Required work: From the entries that follow, copy exactly the lines beginning at the line holding "position:relative; width:1013px; height:1187px;" and continuing through the line holding "position:absolute; inset:0; border:10px".

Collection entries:
◇ ◇ ◇ ◇

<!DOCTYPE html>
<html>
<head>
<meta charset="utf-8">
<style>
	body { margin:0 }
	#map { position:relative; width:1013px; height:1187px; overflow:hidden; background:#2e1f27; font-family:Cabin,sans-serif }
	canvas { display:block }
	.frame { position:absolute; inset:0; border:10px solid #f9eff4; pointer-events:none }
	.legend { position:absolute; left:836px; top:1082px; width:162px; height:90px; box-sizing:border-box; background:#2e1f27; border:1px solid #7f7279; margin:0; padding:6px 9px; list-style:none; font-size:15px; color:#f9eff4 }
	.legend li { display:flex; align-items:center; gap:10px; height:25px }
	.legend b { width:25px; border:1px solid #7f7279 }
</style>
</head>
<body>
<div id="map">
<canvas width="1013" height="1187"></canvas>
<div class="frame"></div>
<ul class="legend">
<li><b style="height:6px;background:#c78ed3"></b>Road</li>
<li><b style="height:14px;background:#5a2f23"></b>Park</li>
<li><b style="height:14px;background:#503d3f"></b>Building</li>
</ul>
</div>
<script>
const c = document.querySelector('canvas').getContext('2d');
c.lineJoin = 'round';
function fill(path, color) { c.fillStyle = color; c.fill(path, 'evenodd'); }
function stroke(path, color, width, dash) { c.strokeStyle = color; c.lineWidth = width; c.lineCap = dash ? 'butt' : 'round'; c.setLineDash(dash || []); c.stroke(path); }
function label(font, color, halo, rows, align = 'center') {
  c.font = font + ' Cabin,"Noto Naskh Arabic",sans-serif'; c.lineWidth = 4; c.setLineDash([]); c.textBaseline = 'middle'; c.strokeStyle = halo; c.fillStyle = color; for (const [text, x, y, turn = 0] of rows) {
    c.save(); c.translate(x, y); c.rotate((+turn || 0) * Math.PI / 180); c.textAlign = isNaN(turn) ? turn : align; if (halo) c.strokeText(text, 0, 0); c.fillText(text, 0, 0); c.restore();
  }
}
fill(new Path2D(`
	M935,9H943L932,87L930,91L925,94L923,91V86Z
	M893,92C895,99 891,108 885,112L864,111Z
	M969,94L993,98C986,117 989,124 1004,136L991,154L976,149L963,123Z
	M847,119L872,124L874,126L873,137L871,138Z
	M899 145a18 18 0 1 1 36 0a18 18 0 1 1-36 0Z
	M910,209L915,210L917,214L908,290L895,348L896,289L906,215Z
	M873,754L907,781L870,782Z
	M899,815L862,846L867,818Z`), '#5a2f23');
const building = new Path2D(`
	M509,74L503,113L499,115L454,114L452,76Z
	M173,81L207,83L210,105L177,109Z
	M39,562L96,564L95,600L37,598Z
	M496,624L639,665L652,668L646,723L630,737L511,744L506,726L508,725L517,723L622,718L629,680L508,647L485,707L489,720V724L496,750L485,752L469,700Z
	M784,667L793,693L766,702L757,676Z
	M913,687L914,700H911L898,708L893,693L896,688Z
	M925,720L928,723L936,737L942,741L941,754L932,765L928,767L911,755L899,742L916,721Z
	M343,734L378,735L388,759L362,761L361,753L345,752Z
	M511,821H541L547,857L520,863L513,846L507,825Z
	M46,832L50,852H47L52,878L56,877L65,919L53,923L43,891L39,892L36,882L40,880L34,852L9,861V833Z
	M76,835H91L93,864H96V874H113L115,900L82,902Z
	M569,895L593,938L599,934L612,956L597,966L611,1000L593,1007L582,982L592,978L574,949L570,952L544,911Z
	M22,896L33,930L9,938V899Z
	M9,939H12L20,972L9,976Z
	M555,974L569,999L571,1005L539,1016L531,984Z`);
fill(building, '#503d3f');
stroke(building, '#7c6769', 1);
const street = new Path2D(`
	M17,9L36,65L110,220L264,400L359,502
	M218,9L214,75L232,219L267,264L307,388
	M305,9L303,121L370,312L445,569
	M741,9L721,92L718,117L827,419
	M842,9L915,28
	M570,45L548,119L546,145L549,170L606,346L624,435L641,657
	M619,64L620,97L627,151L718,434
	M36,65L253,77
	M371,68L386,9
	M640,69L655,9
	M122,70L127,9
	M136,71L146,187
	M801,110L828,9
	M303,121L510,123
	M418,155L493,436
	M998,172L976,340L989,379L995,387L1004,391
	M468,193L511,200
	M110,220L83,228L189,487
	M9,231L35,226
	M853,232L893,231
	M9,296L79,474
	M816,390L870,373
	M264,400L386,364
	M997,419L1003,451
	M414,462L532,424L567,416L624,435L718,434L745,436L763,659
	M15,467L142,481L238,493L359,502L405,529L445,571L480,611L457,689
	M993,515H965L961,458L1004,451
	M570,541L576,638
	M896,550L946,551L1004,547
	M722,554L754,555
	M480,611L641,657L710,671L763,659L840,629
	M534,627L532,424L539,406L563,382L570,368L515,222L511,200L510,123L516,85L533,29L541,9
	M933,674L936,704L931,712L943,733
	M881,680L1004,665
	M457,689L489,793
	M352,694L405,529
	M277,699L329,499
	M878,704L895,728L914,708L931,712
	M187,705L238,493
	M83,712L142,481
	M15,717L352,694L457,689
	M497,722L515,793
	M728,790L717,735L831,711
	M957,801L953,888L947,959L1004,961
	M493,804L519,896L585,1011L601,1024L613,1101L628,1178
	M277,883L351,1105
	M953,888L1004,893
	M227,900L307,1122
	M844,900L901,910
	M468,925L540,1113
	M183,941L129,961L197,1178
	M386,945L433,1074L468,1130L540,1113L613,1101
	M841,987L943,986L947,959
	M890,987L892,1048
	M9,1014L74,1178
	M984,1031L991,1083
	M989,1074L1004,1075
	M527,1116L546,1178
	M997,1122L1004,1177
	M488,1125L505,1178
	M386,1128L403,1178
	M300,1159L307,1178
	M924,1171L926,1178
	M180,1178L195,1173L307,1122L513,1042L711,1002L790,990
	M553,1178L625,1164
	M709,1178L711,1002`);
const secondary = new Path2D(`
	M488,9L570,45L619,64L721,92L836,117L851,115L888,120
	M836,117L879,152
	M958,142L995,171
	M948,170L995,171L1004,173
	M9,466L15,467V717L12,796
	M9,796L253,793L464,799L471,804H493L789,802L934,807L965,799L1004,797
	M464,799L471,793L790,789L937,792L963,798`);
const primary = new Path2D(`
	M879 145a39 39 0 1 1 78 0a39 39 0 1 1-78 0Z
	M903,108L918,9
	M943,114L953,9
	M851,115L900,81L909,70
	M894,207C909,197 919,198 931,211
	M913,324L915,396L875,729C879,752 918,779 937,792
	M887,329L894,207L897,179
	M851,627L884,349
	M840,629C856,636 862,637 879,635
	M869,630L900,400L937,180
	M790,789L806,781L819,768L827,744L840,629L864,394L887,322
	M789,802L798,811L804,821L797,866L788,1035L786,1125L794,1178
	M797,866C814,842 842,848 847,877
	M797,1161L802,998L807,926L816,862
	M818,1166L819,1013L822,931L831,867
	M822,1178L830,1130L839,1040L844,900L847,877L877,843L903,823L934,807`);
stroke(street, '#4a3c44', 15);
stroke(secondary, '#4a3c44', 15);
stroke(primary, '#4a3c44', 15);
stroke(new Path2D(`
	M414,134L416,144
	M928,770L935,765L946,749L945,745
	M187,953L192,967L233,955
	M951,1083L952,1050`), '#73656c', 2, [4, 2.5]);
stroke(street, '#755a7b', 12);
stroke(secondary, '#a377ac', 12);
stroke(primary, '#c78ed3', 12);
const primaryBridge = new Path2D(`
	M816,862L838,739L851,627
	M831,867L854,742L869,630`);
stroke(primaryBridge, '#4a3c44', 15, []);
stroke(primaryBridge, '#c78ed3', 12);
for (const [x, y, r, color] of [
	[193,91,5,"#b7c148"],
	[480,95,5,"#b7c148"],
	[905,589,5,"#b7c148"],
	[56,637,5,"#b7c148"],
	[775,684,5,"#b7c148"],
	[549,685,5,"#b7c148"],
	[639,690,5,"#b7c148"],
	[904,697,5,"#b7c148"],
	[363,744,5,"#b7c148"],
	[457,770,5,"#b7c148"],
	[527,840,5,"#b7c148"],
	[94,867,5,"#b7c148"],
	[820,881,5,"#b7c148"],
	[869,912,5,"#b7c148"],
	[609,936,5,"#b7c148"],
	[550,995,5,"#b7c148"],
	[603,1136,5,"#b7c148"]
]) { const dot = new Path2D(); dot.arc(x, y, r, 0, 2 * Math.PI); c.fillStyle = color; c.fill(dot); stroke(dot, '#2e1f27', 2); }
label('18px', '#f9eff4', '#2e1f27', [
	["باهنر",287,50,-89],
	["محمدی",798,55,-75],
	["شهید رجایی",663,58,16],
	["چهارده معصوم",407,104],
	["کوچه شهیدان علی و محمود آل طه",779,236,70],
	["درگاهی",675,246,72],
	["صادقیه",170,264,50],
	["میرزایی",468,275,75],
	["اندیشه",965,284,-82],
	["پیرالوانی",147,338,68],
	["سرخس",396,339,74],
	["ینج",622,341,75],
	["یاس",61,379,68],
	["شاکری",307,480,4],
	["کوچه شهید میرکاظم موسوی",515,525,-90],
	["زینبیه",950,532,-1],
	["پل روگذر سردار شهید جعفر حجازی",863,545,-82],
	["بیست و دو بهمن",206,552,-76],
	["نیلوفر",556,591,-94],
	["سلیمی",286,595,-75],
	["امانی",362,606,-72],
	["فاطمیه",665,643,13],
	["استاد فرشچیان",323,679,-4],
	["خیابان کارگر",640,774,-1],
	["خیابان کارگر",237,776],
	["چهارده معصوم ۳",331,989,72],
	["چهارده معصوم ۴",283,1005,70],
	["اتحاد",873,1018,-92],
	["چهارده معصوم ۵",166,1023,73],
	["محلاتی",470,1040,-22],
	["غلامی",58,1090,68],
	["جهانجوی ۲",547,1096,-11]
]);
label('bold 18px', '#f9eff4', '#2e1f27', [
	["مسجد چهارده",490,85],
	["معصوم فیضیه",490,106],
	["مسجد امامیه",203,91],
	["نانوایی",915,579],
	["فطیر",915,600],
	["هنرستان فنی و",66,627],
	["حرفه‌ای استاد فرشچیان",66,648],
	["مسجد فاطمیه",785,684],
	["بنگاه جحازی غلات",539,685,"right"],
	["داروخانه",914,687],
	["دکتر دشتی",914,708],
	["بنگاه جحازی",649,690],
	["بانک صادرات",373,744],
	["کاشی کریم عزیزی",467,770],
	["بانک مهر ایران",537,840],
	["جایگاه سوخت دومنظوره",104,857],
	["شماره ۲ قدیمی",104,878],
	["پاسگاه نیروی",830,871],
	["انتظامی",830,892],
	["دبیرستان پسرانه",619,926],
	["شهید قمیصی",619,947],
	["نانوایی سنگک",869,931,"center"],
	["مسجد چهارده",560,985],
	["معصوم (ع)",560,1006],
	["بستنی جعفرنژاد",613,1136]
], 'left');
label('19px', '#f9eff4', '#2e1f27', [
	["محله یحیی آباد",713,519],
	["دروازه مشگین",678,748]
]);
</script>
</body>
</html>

◇ ◇ ◇ ◇

Result:
	#map { position:relative; width:1013px; height:1187px; overflow:hidden; background:#2e1f27; font-family:Cabin,sans-serif }
	canvas { display:block }
	.frame { position:absolute; inset:0; border:10px solid #f9eff4; pointer-events:none }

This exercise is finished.